▶ _What is being asked_: For the listing below, print exactly the lines from the line with "position:relative; width:1535px; height:1903px;" to the line with "width:22px; height:22px; translate:-50%", both included, and nothing beyond them.
===== Data to examine
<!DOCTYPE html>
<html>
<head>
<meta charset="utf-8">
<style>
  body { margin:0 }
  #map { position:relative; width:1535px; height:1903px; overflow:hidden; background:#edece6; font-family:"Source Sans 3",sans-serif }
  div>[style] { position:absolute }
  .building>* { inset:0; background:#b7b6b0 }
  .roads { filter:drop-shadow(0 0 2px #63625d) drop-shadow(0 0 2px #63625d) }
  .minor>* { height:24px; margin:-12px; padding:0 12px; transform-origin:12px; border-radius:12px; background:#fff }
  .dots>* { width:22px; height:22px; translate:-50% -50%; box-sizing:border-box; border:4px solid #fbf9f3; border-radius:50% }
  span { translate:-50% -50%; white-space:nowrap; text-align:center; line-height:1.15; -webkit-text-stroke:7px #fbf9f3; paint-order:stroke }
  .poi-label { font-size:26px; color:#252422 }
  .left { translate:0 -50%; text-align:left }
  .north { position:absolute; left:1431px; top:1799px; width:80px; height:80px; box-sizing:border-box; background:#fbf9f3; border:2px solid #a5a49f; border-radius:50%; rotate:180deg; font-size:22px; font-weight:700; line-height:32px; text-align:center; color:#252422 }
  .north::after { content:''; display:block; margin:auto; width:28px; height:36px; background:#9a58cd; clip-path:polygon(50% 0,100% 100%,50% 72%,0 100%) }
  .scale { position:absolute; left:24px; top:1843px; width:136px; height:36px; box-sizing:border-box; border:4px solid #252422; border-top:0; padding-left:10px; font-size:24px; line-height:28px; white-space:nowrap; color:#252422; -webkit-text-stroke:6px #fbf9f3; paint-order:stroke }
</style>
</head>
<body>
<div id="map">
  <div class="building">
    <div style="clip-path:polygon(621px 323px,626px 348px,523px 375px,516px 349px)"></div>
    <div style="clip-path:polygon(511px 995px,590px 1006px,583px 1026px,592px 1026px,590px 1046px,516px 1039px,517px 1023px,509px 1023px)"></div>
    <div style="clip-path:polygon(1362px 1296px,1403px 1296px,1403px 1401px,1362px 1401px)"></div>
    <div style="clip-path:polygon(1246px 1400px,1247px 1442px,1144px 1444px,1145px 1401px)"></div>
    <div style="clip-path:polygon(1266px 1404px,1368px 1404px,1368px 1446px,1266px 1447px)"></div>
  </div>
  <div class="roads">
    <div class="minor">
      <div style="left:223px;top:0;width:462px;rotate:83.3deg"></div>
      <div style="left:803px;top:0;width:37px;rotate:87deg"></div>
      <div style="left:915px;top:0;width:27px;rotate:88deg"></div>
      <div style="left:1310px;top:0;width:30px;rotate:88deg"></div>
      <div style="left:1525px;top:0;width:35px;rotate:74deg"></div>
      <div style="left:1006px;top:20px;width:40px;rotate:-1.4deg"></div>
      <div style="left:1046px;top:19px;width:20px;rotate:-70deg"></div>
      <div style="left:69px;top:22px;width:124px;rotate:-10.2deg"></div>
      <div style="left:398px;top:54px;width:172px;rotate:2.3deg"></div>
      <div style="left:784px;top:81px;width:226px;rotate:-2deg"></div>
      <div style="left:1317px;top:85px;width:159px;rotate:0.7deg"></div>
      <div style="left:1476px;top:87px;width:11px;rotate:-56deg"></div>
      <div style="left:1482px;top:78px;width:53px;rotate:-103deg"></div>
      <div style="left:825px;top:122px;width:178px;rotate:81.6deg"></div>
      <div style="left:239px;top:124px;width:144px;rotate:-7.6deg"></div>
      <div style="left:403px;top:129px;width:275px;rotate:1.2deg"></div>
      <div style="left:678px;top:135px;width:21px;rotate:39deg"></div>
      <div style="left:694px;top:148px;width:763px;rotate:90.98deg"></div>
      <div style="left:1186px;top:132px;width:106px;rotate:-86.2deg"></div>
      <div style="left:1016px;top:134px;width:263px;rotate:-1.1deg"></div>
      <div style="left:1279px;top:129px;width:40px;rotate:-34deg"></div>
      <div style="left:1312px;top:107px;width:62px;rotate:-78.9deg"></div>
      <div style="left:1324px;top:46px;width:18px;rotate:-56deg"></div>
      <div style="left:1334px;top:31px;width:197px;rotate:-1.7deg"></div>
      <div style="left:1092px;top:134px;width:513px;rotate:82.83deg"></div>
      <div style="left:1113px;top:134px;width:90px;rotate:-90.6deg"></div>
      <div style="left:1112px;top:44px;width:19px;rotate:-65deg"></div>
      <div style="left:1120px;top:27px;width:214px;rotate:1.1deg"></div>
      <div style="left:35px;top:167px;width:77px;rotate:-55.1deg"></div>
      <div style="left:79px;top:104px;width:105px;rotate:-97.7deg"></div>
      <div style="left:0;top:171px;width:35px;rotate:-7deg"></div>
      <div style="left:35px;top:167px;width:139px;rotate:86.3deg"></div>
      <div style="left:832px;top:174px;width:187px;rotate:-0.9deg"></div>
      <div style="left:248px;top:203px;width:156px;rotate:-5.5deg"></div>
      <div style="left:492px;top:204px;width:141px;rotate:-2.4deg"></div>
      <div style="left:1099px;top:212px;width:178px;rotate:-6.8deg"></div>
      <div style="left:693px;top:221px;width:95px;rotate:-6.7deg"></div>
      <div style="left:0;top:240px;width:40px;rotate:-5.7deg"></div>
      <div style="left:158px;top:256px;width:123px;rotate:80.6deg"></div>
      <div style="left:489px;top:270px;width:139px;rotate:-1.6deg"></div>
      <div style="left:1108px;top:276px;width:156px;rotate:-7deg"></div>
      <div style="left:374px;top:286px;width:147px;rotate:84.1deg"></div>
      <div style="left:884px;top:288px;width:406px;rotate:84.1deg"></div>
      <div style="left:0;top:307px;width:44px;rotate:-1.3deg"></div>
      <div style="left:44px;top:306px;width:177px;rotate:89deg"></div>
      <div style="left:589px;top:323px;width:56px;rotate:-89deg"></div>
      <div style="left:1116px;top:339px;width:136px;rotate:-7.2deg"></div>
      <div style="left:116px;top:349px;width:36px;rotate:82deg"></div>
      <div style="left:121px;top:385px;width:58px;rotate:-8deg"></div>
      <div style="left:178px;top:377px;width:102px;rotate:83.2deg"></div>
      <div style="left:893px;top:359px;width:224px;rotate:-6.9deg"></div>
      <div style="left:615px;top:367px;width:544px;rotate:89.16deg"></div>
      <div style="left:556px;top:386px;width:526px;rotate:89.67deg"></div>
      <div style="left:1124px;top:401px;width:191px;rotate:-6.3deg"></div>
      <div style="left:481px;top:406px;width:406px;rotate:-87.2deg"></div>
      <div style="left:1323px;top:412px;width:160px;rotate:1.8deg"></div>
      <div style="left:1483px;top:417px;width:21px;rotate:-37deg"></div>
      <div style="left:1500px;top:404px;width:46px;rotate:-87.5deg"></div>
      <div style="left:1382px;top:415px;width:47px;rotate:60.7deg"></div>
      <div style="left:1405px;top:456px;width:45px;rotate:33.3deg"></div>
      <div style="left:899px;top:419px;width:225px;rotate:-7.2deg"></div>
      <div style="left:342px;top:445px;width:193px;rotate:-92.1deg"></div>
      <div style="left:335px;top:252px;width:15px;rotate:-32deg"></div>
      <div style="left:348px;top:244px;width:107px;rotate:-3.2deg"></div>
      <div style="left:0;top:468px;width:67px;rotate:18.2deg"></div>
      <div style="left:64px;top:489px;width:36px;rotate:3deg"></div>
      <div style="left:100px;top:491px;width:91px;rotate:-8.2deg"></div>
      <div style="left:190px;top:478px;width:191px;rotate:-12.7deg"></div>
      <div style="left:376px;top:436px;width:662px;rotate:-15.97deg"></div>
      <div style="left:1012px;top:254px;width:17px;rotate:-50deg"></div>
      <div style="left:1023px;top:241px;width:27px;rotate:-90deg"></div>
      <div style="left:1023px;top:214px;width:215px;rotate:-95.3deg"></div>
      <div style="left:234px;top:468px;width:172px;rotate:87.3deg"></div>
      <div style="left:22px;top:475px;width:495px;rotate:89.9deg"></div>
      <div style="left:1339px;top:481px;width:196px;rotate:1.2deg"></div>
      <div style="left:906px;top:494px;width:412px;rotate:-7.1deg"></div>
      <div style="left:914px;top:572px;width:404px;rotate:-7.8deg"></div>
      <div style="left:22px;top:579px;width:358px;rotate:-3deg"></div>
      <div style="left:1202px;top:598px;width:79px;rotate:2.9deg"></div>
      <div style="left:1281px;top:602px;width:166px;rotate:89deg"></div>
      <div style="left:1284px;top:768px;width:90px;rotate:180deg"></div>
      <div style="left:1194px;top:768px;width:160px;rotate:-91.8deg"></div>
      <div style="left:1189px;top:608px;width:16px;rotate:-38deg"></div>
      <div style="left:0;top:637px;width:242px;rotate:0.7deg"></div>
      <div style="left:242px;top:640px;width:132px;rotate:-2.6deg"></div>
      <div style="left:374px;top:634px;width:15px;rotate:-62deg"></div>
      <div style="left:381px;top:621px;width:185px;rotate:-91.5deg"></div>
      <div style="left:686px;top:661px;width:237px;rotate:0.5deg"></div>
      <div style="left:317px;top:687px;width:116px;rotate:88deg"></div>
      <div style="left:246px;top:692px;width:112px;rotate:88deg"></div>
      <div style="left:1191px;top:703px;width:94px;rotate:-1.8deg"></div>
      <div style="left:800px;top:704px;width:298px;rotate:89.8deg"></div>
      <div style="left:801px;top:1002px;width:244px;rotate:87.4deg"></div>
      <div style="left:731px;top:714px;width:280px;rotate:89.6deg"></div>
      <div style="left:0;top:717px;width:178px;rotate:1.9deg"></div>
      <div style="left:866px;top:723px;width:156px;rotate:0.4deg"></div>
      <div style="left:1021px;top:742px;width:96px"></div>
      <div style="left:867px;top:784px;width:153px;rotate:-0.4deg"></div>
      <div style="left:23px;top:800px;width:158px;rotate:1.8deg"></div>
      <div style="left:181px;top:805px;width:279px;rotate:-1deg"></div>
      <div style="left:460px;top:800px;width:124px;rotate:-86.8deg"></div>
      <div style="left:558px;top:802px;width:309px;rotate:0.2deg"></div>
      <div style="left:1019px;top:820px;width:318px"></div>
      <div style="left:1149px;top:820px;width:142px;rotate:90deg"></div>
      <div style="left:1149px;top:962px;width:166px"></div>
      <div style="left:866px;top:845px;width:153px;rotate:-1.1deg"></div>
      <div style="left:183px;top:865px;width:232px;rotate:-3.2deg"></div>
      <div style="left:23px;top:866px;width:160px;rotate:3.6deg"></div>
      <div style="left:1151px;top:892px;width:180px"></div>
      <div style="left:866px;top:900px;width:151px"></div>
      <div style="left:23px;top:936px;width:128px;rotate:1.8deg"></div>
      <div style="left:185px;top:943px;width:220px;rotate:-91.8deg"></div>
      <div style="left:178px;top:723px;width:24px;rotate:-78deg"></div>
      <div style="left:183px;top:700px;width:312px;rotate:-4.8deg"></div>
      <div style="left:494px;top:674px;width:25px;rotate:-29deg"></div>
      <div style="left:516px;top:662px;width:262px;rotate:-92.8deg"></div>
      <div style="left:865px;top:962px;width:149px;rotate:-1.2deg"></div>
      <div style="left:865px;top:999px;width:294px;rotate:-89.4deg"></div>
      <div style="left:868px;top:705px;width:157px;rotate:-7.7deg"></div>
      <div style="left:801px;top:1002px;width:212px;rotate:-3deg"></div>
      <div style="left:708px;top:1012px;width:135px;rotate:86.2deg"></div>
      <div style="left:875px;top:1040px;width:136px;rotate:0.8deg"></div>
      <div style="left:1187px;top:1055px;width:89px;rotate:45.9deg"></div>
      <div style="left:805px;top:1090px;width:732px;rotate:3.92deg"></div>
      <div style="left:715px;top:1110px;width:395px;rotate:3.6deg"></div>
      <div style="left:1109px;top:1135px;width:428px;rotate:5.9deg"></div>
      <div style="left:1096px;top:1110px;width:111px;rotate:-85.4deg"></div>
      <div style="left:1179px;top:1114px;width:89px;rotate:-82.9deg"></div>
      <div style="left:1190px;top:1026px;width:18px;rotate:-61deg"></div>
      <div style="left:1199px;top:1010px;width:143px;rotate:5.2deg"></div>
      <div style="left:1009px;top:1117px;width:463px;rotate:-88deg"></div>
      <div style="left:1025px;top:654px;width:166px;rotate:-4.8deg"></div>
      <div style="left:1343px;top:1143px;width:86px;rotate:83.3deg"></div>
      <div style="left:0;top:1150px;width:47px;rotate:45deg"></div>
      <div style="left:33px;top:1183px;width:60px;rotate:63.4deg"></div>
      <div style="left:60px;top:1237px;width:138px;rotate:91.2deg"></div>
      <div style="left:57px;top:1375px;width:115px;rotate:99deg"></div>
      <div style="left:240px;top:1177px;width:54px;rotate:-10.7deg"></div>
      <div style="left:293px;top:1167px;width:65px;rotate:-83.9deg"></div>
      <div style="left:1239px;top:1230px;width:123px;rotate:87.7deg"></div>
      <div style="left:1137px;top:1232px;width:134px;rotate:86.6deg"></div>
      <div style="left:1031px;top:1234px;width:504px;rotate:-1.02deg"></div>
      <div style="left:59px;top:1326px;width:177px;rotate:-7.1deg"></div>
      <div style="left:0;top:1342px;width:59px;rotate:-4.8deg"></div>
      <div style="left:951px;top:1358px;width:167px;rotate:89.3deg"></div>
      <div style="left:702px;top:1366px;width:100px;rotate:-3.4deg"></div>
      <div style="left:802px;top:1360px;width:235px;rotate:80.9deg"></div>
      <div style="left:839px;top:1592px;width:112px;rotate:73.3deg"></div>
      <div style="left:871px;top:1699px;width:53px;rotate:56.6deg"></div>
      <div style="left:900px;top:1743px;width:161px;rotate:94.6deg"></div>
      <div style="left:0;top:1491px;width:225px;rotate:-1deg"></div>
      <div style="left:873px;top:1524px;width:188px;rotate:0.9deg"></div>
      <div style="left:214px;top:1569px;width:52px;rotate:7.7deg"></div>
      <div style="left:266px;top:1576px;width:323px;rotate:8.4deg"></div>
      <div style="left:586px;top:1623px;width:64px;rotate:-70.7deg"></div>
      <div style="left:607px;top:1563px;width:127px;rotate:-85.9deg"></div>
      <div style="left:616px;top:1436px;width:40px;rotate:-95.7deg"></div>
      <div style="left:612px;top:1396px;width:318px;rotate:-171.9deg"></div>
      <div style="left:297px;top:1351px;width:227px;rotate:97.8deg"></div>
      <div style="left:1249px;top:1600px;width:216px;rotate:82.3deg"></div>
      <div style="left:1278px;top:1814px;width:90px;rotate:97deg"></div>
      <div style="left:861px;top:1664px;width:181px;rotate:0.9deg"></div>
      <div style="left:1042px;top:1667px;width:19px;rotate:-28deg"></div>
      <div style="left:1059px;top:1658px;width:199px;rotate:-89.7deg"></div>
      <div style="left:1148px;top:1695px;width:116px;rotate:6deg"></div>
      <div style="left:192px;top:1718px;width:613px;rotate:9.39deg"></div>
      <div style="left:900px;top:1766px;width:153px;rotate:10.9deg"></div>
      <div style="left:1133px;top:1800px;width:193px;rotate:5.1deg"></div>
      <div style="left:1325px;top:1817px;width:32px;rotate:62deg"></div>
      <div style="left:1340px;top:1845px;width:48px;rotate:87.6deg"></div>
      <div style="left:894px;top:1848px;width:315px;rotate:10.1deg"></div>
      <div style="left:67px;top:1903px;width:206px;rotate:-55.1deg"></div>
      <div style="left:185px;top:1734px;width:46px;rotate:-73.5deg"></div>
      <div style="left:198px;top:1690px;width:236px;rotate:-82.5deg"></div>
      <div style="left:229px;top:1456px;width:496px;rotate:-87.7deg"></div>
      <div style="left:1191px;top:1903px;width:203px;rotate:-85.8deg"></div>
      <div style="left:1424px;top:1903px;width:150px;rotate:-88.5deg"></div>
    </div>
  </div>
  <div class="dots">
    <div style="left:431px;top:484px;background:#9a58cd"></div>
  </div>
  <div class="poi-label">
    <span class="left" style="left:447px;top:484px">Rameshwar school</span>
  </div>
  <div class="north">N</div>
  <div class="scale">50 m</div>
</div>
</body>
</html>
==========
▶ _Written answer_:
  #map { position:relative; width:1535px; height:1903px; overflow:hidden; background:#edece6; font-family:"Source Sans 3",sans-serif }
  div>[style] { position:absolute }
  .building>* { inset:0; background:#b7b6b0 }
  .roads { filter:drop-shadow(0 0 2px #63625d) drop-shadow(0 0 2px #63625d) }
  .minor>* { height:24px; margin:-12px; padding:0 12px; transform-origin:12px; border-radius:12px; background:#fff }
  .dots>* { width:22px; height:22px; translate:-50% -50%; box-sizing:border-box; border:4px solid #fbf9f3; border-radius:50% }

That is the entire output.